Stored data:
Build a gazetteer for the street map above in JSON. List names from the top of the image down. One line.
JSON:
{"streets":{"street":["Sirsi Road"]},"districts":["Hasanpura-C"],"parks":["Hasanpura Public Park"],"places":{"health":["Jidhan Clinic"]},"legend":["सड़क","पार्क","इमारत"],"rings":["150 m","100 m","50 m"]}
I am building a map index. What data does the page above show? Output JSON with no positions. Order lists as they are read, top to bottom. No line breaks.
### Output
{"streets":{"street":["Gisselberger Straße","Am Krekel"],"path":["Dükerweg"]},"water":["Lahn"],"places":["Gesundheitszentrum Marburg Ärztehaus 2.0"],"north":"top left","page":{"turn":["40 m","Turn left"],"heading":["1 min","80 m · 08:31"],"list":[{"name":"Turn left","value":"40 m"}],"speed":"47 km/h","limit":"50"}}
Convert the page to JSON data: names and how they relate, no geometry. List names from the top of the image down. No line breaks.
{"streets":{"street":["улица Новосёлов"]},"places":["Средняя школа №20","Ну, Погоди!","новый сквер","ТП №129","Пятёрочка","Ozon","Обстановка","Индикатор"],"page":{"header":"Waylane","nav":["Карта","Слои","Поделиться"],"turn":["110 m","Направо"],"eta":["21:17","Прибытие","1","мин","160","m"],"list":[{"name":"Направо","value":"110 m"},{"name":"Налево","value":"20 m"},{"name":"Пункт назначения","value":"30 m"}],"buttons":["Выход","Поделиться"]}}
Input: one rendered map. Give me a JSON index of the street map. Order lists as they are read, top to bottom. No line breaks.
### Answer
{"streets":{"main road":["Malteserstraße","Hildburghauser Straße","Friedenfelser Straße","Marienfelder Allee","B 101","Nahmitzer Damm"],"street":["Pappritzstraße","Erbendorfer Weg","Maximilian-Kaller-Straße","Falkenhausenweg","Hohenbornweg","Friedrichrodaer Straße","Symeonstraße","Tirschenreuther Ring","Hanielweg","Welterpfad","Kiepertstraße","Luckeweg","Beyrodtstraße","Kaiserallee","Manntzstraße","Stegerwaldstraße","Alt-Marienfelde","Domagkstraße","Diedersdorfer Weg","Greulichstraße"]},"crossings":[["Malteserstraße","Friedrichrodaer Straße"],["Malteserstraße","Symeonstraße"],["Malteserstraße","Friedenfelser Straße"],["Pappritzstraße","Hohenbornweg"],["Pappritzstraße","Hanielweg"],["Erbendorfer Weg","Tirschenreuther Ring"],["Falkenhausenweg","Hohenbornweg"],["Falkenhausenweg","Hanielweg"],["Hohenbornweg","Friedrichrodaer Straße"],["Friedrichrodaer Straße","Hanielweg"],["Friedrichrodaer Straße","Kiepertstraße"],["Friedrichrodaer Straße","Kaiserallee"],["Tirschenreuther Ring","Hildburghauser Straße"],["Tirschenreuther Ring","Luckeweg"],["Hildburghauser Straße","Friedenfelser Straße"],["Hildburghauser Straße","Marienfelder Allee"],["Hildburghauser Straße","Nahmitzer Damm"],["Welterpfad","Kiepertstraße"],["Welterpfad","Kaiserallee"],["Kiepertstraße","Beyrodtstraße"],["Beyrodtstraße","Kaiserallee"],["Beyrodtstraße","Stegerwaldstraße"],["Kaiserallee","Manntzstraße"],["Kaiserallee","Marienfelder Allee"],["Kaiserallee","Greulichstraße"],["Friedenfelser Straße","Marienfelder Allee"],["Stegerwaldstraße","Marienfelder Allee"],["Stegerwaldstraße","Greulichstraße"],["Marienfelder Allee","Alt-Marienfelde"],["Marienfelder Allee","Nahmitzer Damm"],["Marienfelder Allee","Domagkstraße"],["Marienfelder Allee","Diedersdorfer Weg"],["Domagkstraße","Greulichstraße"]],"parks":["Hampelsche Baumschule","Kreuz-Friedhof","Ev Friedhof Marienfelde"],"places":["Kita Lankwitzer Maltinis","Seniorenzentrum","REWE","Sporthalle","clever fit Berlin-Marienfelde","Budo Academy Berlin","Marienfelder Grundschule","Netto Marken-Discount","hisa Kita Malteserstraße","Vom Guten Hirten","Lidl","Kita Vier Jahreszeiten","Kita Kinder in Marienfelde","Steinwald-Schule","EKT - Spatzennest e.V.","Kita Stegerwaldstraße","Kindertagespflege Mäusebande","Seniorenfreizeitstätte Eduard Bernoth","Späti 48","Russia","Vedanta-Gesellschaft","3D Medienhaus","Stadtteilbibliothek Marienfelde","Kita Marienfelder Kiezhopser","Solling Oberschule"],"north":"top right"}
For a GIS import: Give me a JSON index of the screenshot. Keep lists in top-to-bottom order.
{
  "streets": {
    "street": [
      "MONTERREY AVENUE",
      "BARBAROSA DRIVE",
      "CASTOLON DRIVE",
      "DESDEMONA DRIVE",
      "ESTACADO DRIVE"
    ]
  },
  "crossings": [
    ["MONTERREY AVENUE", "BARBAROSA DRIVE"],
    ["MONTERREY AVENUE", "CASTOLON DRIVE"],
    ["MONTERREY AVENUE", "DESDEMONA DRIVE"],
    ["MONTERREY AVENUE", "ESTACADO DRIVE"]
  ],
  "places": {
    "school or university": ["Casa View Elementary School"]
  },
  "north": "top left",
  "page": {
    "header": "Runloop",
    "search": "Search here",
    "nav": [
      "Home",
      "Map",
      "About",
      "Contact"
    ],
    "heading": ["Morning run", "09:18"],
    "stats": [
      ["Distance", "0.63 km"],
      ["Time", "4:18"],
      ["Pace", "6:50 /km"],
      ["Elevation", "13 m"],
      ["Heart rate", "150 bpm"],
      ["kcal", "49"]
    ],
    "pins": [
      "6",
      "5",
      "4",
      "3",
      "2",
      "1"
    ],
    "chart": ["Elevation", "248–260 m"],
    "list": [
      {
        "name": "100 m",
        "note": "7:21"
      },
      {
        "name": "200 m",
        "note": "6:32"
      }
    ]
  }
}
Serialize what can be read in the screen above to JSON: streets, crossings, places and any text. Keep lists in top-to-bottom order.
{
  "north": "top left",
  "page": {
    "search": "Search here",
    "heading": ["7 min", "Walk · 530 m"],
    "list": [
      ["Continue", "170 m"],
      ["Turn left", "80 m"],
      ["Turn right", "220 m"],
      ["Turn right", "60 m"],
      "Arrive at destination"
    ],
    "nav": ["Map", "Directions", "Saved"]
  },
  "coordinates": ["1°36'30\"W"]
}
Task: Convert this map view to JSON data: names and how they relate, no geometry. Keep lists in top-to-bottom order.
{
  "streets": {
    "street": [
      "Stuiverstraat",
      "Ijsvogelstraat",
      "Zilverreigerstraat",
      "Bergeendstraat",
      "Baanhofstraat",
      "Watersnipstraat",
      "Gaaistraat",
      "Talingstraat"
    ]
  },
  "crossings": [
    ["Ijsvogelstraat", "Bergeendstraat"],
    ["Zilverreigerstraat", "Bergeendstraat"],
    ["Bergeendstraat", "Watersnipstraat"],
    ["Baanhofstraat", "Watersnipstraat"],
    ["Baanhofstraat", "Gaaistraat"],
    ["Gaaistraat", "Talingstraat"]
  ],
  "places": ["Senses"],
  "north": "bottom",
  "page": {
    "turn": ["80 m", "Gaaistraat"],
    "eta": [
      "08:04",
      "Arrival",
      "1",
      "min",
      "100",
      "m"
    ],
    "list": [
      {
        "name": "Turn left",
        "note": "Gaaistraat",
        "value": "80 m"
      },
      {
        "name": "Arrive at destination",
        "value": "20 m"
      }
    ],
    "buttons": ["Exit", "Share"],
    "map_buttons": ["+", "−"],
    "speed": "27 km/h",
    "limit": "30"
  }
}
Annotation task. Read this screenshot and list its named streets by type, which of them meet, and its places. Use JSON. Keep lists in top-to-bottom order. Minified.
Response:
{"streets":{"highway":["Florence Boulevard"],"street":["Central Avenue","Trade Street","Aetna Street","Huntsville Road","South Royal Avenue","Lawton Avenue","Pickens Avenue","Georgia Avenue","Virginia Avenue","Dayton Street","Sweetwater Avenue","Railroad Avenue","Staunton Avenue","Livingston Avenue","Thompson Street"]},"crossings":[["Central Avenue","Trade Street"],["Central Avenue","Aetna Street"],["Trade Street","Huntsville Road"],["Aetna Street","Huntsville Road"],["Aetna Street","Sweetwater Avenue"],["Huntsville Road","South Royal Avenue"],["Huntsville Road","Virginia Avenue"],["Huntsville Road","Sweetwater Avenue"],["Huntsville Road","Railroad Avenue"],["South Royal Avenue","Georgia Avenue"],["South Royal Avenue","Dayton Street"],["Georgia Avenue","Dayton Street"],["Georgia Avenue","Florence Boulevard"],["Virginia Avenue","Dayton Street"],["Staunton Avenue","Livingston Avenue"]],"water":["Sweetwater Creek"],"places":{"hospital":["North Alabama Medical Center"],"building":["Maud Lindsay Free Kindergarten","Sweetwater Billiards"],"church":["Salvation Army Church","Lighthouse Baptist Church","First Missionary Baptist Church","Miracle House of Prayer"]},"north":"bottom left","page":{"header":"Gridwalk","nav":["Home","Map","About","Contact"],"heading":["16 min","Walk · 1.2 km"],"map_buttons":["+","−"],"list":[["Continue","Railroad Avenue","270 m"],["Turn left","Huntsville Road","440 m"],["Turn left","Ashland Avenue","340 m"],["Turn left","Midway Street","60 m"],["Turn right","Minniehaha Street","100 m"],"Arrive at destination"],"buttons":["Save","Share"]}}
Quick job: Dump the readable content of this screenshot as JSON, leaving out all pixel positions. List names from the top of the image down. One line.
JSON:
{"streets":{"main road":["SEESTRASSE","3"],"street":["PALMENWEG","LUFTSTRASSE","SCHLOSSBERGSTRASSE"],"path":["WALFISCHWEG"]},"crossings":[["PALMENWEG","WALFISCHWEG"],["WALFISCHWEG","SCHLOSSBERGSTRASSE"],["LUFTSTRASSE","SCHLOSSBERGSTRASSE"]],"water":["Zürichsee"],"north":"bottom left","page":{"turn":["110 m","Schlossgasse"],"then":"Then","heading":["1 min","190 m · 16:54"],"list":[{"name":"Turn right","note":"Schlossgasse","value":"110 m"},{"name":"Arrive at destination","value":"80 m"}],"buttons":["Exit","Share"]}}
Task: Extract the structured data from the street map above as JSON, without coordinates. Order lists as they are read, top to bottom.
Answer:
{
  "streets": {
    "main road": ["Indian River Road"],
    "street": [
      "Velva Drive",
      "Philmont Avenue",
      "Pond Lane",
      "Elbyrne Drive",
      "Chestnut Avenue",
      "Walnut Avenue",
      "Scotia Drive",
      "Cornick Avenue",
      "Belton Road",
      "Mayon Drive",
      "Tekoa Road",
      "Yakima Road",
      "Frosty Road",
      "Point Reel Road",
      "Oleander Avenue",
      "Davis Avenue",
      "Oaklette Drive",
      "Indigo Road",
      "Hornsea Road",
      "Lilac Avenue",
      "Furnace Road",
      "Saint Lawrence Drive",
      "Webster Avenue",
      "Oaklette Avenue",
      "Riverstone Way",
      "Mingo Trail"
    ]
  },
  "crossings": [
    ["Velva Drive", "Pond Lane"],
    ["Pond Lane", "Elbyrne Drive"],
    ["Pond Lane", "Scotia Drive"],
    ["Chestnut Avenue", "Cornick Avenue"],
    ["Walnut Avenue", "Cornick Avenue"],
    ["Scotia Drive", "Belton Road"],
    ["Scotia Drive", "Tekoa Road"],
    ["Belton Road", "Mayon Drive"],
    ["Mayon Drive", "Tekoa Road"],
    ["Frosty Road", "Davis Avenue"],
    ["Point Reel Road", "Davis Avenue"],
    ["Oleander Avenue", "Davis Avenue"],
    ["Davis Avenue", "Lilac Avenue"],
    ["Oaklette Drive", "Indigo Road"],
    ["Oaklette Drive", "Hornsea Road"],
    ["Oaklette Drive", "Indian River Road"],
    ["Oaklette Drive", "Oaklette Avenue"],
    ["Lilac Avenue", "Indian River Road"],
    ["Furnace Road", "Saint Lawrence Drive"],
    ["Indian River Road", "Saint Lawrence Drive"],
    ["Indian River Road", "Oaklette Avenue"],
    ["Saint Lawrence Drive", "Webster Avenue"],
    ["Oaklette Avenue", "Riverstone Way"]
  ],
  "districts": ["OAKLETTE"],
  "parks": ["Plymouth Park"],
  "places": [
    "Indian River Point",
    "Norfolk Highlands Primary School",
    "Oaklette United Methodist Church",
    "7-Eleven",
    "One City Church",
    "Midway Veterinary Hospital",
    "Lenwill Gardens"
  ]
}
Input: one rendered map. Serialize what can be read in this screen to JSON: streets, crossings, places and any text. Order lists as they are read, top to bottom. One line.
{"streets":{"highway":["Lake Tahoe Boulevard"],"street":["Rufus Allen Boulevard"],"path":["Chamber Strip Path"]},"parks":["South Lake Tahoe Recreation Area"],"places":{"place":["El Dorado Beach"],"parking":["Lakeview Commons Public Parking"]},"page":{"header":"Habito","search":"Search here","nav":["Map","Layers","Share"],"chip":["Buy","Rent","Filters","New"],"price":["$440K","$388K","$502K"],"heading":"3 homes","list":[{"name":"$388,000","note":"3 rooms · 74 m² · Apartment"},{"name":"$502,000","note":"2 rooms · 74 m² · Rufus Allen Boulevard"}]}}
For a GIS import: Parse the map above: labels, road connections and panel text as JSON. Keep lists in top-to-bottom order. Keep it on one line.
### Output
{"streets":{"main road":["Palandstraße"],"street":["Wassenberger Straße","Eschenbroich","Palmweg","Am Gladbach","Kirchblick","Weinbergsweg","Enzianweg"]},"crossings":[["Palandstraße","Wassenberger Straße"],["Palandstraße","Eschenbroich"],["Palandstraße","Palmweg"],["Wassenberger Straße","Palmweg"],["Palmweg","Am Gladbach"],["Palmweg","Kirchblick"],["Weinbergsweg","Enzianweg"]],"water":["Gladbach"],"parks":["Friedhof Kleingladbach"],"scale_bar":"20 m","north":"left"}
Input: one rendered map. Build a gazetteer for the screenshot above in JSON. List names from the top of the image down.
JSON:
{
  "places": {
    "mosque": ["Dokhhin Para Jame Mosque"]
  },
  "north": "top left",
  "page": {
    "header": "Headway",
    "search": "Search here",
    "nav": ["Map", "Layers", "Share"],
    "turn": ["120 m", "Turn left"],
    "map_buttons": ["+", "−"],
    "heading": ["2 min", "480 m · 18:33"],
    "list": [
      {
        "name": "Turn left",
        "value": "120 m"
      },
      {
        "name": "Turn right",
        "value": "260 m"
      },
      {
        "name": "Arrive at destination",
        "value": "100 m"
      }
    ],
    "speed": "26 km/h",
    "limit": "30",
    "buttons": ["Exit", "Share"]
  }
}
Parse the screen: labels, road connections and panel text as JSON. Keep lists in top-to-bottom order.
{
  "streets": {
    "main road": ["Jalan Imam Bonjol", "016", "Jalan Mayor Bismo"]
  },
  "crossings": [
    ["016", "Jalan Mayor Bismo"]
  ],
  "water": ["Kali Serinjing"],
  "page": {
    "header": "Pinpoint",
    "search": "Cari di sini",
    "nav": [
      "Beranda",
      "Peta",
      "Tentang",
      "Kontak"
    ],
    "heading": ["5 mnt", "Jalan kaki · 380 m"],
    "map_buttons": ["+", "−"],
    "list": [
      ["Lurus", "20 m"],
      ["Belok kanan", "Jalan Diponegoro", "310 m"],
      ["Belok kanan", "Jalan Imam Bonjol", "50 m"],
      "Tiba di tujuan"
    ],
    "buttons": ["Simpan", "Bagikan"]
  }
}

## What is being asked
Wherever a line in the data above contains the word "Furnace", copy that line.

## Task answer
      "Furnace Road",
    ["Furnace Road", "Saint Lawrence Drive"],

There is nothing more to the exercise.